Up to and including the line with "[87,1173,236,1293,92,1501,0,1501,0,1226]", restate every line of the records below word for word, from the first line on, leaving out the pictures.

▶ **Material for the task**
------------------------------------------------
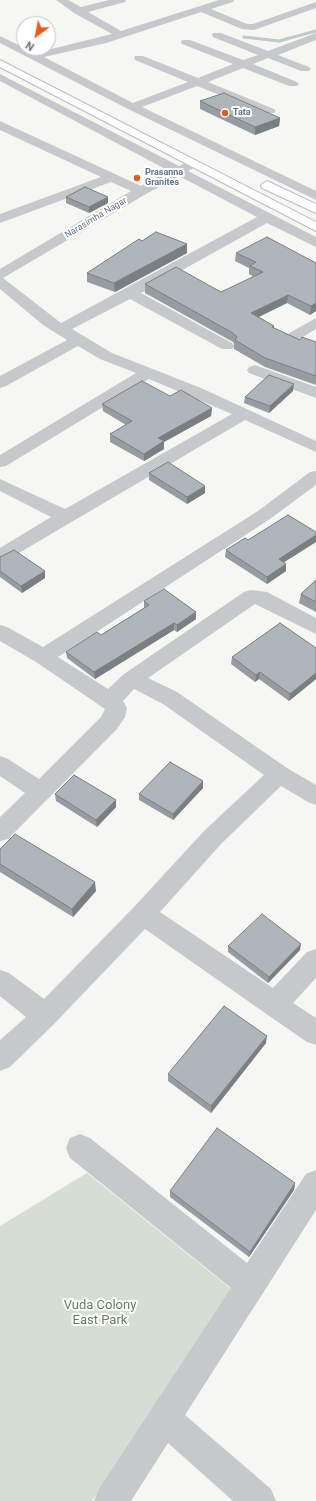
<!DOCTYPE html>
<html>
<head>
<meta charset="utf-8">
<style>
  body { margin:0 }
  #map { position:relative; width:316px; height:1501px; overflow:hidden; background:#f6f6f2; font-family:Roboto,sans-serif }
  canvas { display:block }
  .north { position:absolute; left:16px; top:16px; width:40px; height:40px; box-sizing:border-box; background:#fff; border:1px solid #c1c7ce; border-radius:50%; rotate:212deg; font-size:11px; font-weight:700; line-height:16px; text-align:center; color:#647485 }
  .north::after { content:''; display:block; margin:auto; width:14px; height:18px; background:#eb591d; clip-path:polygon(50% 0,100% 100%,50% 72%,0 100%) }
</style>
</head>
<body>
<div id="map">
<canvas width="316" height="1501"></canvas>
<div class="north">N</div>
</div>
<script>
const context = document.querySelector('canvas').getContext('2d');
context.lineJoin = 'round';
function fill(path, color) {
  context.fillStyle = color;
  context.fill(path, 'evenodd');
}
function toPath(rows) {
  const path = new Path2D();
  for (const r of rows) {
    path.moveTo(r[0], r[1]);
    for (let i = 2; i < r.length; i += 2) path.lineTo(r[i], r[i + 1]);
  }
  return path;
}
function trace(path, color, width, dash) {
  context.strokeStyle = color;
  context.lineWidth = width;
  context.lineCap = dash ? 'butt' : 'round';
  context.setLineDash(dash || []);
  context.stroke(path);
}
function label(font, color, halo, rows, align = 'center') {
  context.font = font + ' Roboto,sans-serif';
  context.lineWidth = 4;
  context.setLineDash([]);
  context.textBaseline = 'middle';
  context.strokeStyle = halo;
  context.fillStyle = color;
  for (const [text, x, y, turn = 0] of rows) {
    context.save();
    context.translate(x, y);
    context.rotate((+turn || 0) * Math.PI / 180);
    context.textAlign = isNaN(turn) ? turn : align;
    if (halo) context.strokeText(text, 0, 0);
    context.fillText(text, 0, 0);
    context.restore();
  }
}
fill(toPath([
  [87,1173,236,1293,92,1501,0,1501,0,1226]
]), '#d6ded3');
trace(toPath([
  [244,37,279,41,316,31]
]), '#bec9ce', 3);
const major = toPath([
  [0,60,316,222,316,231,0,67,0,60],
  [267,181,316,204,316,213,262,188,261,185,267,181]
]);
trace(major, '#b8bcc0', 2);
fill(toPath([
  [56,0,68,0,81,7,109,0,126,0,125,2,88,12,121,31,219,0,234,0,233,2,211,9,247,24,253,24,316,2,316,8,254,30,242,29,201,12,106,43,44,57,133,103,188,82,135,60,134,58,135,56,143,56,198,78,233,64,182,44,181,42,182,40,190,40,243,60,258,55,213,37,212,35,213,33,221,33,268,51,316,33,316,40,278,55,309,67,311,69,309,71,301,71,268,58,253,64,297,82,299,84,297,86,289,86,243,68,208,82,274,109,276,111,274,113,266,113,197,86,142,107,316,191,316,200,128,109,0,43,0,36,35,53,112,34,74,13,56,0],
  [0,74,179,166,190,161,194,162,196,165,194,168,188,171,316,237,316,247,267,223,141,293,232,343,235,346,232,349,222,349,130,299,72,329,112,353,201,388,316,441,316,452,245,420,7,560,0,562,0,548,51,517,0,491,0,479,65,509,232,414,149,379,6,466,0,467,0,455,136,373,100,359,78,346,6,386,0,388,0,376,67,340,43,325,0,289,0,269,131,191,111,182,0,223,0,214,101,177,0,130,0,121,141,186,169,171,0,81,0,74],
  [179,176,257,217,61,323,3,278,146,194,179,176],
  [316,318,316,329,301,338,296,340,291,338,288,335,291,332,316,318],
  [255,365,316,387,316,398,249,373,247,370,249,367,255,365],
  [316,471,316,485,270,519,58,657,108,689,124,674,244,592,251,590,267,592,316,618,316,634,255,604,148,678,177,692,287,768,316,785,316,805,308,802,281,786,221,844,160,912,273,988,307,952,316,949,316,978,293,1003,316,1018,316,1045,307,1042,265,1013,145,929,54,1024,10,1067,0,1071,0,1040,26,1017,0,996,0,970,9,973,44,999,134,907,205,830,264,775,163,704,134,689,123,701,127,708,125,717,117,729,8,839,0,841,0,817,25,793,0,776,0,756,8,759,39,779,101,717,105,709,36,662,0,641,0,625,7,627,43,647,258,511,310,472,316,471],
  [80,1134,90,1138,247,1263,306,1174,316,1170,316,1210,185,1415,271,1489,276,1501,233,1501,168,1443,131,1501,94,1501,99,1489,231,1288,70,1158,66,1148,70,1138,80,1134]
]), '#c6c9cc');
fill(major, '#fff');
fill(toPath([
  [200,101,280,118,279,126,255,135,200,109],
  [66,197,108,197,108,203,89,213,66,203],
  [142,241,187,244,187,253,115,292,87,282,87,273],
  [236,253,316,263,316,311,310,315,287,303,259,317,274,326,274,328,300,340,316,342,316,385,265,367,234,349,234,344,233,342,145,293,145,284,221,292,254,277,249,274,249,268,235,261],
  [293,391,269,413,244,403,245,397],
  [170,396,212,408,211,416,164,442,164,449,144,461,110,442,110,434,126,425,103,411,102,404],
  [149,473,205,493,187,504,149,480],
  [248,540,316,542,284,562,286,571,267,584,225,557,226,550],
  [0,557,45,578,22,593,0,577],
  [316,580,316,612,299,603,301,594],
  [144,601,196,619,177,632,174,630,95,679,67,658,66,652,101,635,144,608],
  [316,648,316,679,289,701,259,679,255,682,231,664,232,657],
  [203,781,203,788,173,820,139,800,139,794],
  [55,794,116,807,97,827,56,801],
  [0,849,96,891,73,917,0,872],
  [228,946,300,950,268,983,228,952],
  [266,1043,211,1113,168,1081,168,1074],
  [295,1183,294,1190,249,1257,170,1197,170,1191]
]), '#969ca1');
fill(toPath([
  [280,118,279,126,255,135,255,127],
  [108,197,108,203,89,213,89,207],
  [187,244,187,253,115,292,114,283],
  [288,295,287,303,250,321,251,313],
  [316,303,316,311,310,315,311,306],
  [294,384,293,391,269,413,270,406],
  [212,408,211,416,164,442,164,449,144,461,144,454,158,438],
  [205,486,205,493,187,504,187,497],
  [316,535,316,542,278,566,279,559],
  [286,564,286,571,267,584,267,577],
  [45,571,45,578,22,593,21,586],
  [196,612,196,619,177,632,177,625],
  [174,623,174,630,95,679,94,672],
  [260,672,259,679,255,682,256,675],
  [316,673,316,679,289,701,290,694],
  [203,781,203,788,173,820,173,814],
  [116,800,116,807,97,827,96,820],
  [95,882,96,891,73,917,72,909],
  [301,944,300,950,268,983,269,977],
  [267,1036,266,1043,211,1113,211,1106],
  [295,1183,294,1190,249,1257,250,1252]
]), '#7a7f83');
const building = toPath([
  [224,93,280,118,255,127,200,101,224,93],
  [85,187,108,197,89,207,66,197,85,187],
  [156,232,187,244,114,283,87,273,139,239,142,241,156,232],
  [267,237,316,263,316,303,311,306,288,295,251,313,274,326,272,327,300,340,302,337,316,342,316,376,265,358,235,340,237,337,233,333,145,284,176,267,221,292,263,272,250,266,256,262,236,253,267,237],
  [269,375,294,384,270,406,245,397,269,375],
  [142,381,170,396,181,390,212,408,158,438,164,441,144,454,110,434,132,421,102,404,142,381],
  [168,462,205,486,187,497,149,473,168,462],
  [288,515,316,532,316,535,279,559,286,564,267,577,226,550,245,538,248,540,288,515],
  [14,550,45,571,21,586,0,571,0,557,14,550],
  [316,580,316,602,301,594,316,580],
  [164,589,196,612,177,625,174,623,94,672,66,652,97,632,101,635,149,605,144,601,164,589],
  [280,623,316,648,316,673,290,694,260,672,256,675,232,657,280,623],
  [170,762,203,781,173,814,139,794,170,762],
  [74,775,116,800,96,820,55,794,74,775],
  [15,834,95,882,72,909,0,864,0,849,15,834],
  [262,914,301,944,269,977,228,946,262,914],
  [224,1006,267,1036,211,1106,168,1074,224,1006],
  [217,1128,295,1183,250,1252,170,1191,217,1128]
]);
fill(building, '#aeb5bb');
trace(building, '#7a7f83', 1);
for (const [x, y, r, color] of [
  [225,113,4,"#eb591d"],
  [137,178,4,"#eb591d"]
]) {
  const dot = new Path2D();
  dot.arc(x, y, r, 0, 2 * Math.PI);
  context.fillStyle = color;
  context.fill(dot);
  trace(dot, '#fff', 1.5);
}
label('bold 9px', '#647485', '#fff', [
  ["Tata",233,113],
  ["Prasanna",145,173],
  ["Granites",145,183]
], 'left');
label('9px', '#647485', '#fff', [
  ["Narasimha Nagar",96,218,-31]
]);
label('13px', '#667c63', '#fff', [
  ["Vuda Colony",100,1306],
  ["East Park",100,1321]
]);
</script>
</body>
</html>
------------------------------------------------
▶ **Reply**
<!DOCTYPE html>
<html>
<head>
<meta charset="utf-8">
<style>
  body { margin:0 }
  #map { position:relative; width:316px; height:1501px; overflow:hidden; background:#f6f6f2; font-family:Roboto,sans-serif }
  canvas { display:block }
  .north { position:absolute; left:16px; top:16px; width:40px; height:40px; box-sizing:border-box; background:#fff; border:1px solid #c1c7ce; border-radius:50%; rotate:212deg; font-size:11px; font-weight:700; line-height:16px; text-align:center; color:#647485 }
  .north::after { content:''; display:block; margin:auto; width:14px; height:18px; background:#eb591d; clip-path:polygon(50% 0,100% 100%,50% 72%,0 100%) }
</style>
</head>
<body>
<div id="map">
<canvas width="316" height="1501"></canvas>
<div class="north">N</div>
</div>
<script>
const context = document.querySelector('canvas').getContext('2d');
context.lineJoin = 'round';
function fill(path, color) {
  context.fillStyle = color;
  context.fill(path, 'evenodd');
}
function toPath(rows) {
  const path = new Path2D();
  for (const r of rows) {
    path.moveTo(r[0], r[1]);
    for (let i = 2; i < r.length; i += 2) path.lineTo(r[i], r[i + 1]);
  }
  return path;
}
function trace(path, color, width, dash) {
  context.strokeStyle = color;
  context.lineWidth = width;
  context.lineCap = dash ? 'butt' : 'round';
  context.setLineDash(dash || []);
  context.stroke(path);
}
function label(font, color, halo, rows, align = 'center') {
  context.font = font + ' Roboto,sans-serif';
  context.lineWidth = 4;
  context.setLineDash([]);
  context.textBaseline = 'middle';
  context.strokeStyle = halo;
  context.fillStyle = color;
  for (const [text, x, y, turn = 0] of rows) {
    context.save();
    context.translate(x, y);
    context.rotate((+turn || 0) * Math.PI / 180);
    context.textAlign = isNaN(turn) ? turn : align;
    if (halo) context.strokeText(text, 0, 0);
    context.fillText(text, 0, 0);
    context.restore();
  }
}
fill(toPath([
  [87,1173,236,1293,92,1501,0,1501,0,1226]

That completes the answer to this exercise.